I carry the package outside, walking through the estate grounds as dawn breaks fully over the horizon. The birds have returned, their delicate songs a bitter contrast to the violence that still lingers in the air like smoke.

The marble is stained with the remains of his men.

The estate that once stood as Evander’s monument to control now breathes like something wounded, bleeding beneath my feet.

I approach the armored vehicle Noah secured for us days ago, a contingency plan we knew we might need. The interior is already prepped for secure delivery.

Inside, I secure the bag, locking it into a reinforced crate, the kind used for transporting high-value assets. Then, I attach one final piece—a note. Short. Direct. No theatrics. Just seven words, written in my own handwriting, so Evander knows exactly who sent it.

You sent two. I returned one. The other can rot here.

I secure the crate, attach the GPS routing that Noah pulled from hacking into Evander’s private courier network, and send the encrypted dispatch through the system. The moment I hit send, the vehicle’s system takes over, remote piloted and untraceable.

It’s already en route.

Evander will open the crate in a few hours.

He’ll see the bag.

He’ll open it.

He’ll see what’s left of his men.

He’ll understand exactly how close he came tonight. And exactly what will happen if he ever tries again.

I pull my phone from my pocket and open the secondary secure line. The one Evander’s team still monitors.

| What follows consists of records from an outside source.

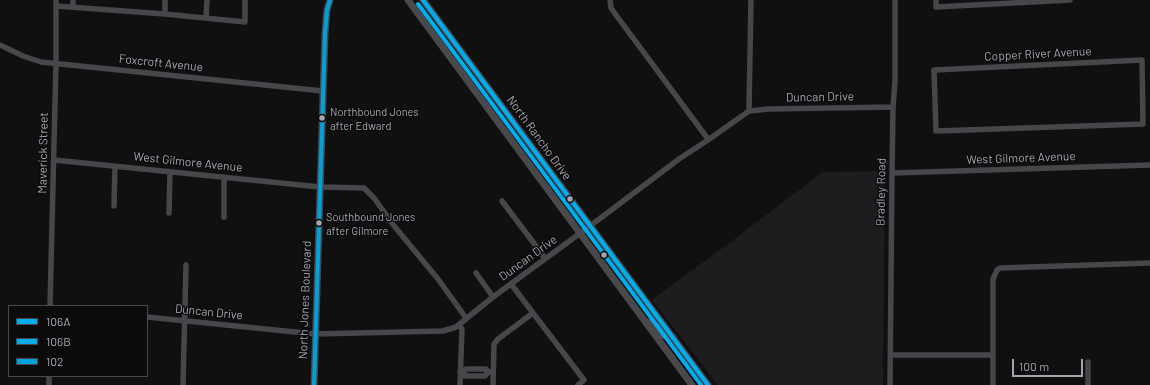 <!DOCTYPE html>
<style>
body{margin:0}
#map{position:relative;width:1150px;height:385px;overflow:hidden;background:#101011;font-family:Barlow,sans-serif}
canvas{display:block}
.legend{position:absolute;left:8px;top:305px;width:140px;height:72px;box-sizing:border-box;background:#0b0b0c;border:1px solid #48494e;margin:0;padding:5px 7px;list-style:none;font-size:12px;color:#a3a5b0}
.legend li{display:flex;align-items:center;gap:8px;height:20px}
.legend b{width:20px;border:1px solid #48494e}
.scale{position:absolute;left:1012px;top:359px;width:71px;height:18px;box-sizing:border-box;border:2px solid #a3a5b0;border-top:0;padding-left:5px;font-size:12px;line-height:14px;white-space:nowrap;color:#a3a5b0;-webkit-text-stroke:3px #0b0b0c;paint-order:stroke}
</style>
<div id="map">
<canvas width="1150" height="385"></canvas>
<ul class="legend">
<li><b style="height:5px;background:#00adef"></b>106A</li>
<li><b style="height:5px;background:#00adef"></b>106B</li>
<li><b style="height:5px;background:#00a0dc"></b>102</li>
</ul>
<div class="scale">100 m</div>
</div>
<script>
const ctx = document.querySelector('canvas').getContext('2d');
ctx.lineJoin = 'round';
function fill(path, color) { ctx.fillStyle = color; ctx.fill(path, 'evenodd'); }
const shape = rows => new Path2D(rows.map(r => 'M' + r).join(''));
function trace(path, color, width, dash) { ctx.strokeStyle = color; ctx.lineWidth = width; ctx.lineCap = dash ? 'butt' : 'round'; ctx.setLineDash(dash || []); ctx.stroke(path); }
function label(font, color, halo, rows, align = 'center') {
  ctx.font = font + ' Barlow,sans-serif'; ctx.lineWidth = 3; ctx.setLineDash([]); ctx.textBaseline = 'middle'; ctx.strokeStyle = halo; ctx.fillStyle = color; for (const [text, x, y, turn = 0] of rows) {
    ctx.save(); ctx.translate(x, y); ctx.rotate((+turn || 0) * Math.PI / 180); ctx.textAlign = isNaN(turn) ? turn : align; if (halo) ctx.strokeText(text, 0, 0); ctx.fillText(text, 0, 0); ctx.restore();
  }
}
fill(shape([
 [885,171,883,385,718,385,652,300,724,247,823,172]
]), '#1d1d1f');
trace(shape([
 [610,0,611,8,616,15,708,139],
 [936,0,936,7,1070,0],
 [56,6,165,14,245,22,245,0],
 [73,6,73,0],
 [165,14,165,0],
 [206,18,207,0],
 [0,45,23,56,41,62,323,91],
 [1142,60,1143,124,936,131,934,70,1142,60],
 [749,111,751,0],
 [54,160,320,187,364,188,374,198,395,227,438,279,466,318],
 [892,173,1150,165],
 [502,201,545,258],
 [114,206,115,166],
 [169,213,170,172],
 [224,217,224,177],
 [476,273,493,297],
 [511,284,584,380,578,385],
 [50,306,56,63,56,0],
 [147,317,315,334,443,331,456,327,493,297,590,226,679,159,708,140,749,111,769,109,893,107],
 [459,325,462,329,460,385],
 [891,355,993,355],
 [1088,362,1088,385],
 [460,372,463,372,466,369,486,369,488,372,493,372],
 [463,372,465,376,485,376,488,372],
 [49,376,49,385],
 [183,385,186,265],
 [493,385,494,344,498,339,533,313],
 [890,385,892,173,893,107,895,81,895,0],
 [993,385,993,279,997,270,1000,268,1150,263]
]), '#46474a', 5.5);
trace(shape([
 [408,0,692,385],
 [423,0,708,385],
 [647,322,657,327,662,334,665,336,673,337],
 [314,385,325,34,327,10,330,0]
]), '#49494c', 7);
trace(shape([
 [423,0,708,385]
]), '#00adef', 4);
trace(shape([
 [418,4,701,385]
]), '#00adef', 4);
trace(shape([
 [314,385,325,34,327,10,330,0]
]), '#00a0dc', 4);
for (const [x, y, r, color] of [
 [322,118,3.5,"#a3a5b0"],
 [570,199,3.5,"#a3a5b0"],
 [319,223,3.5,"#a3a5b0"],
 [604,255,3.5,"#a3a5b0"]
]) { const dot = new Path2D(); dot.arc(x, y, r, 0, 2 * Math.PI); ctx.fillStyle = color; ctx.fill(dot); trace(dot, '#0b0b0c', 1.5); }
label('11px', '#a3a5b0', '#0b0b0c', [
 ["Northbound Jones",330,112],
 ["after Edward",330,126],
 ["Southbound Jones",326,217],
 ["after Gilmore",326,231]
], 'left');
label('12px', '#a3a5b0', '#0b0b0c', [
 ["Copper River Avenue",1038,54,-3],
 ["Foxcroft Avenue",161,63,6],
 ["Duncan Drive",820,97,-1],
 ["North Rancho Drive",539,138,54],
 ["Maverick Street",43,153,-89],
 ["West Gilmore Avenue",1021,158,-2],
 ["West Gilmore Avenue",188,162,6],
 ["Bradley Road",881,192,-89],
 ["Duncan Drive",528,258,-36],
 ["North Jones Boulevard",305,300,-88],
 ["Duncan Drive",209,312,6]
]);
</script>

This time, there’s no encryption. No hiding.

I record the message with my voice low and almost threatening, my rage sharpened into ice. “If you come for her again, I won’t just take your empire. I’ll return her to you in a coffin. After I burn everything you’ve ever built.”

Then, I send it.

No reply comes.

The birds keep singing as the sun rises, casting long shadows across the bloodstained marble. Behind me, the estate smolders, not from fire, but from war declared.

And this time, there will be no survivors.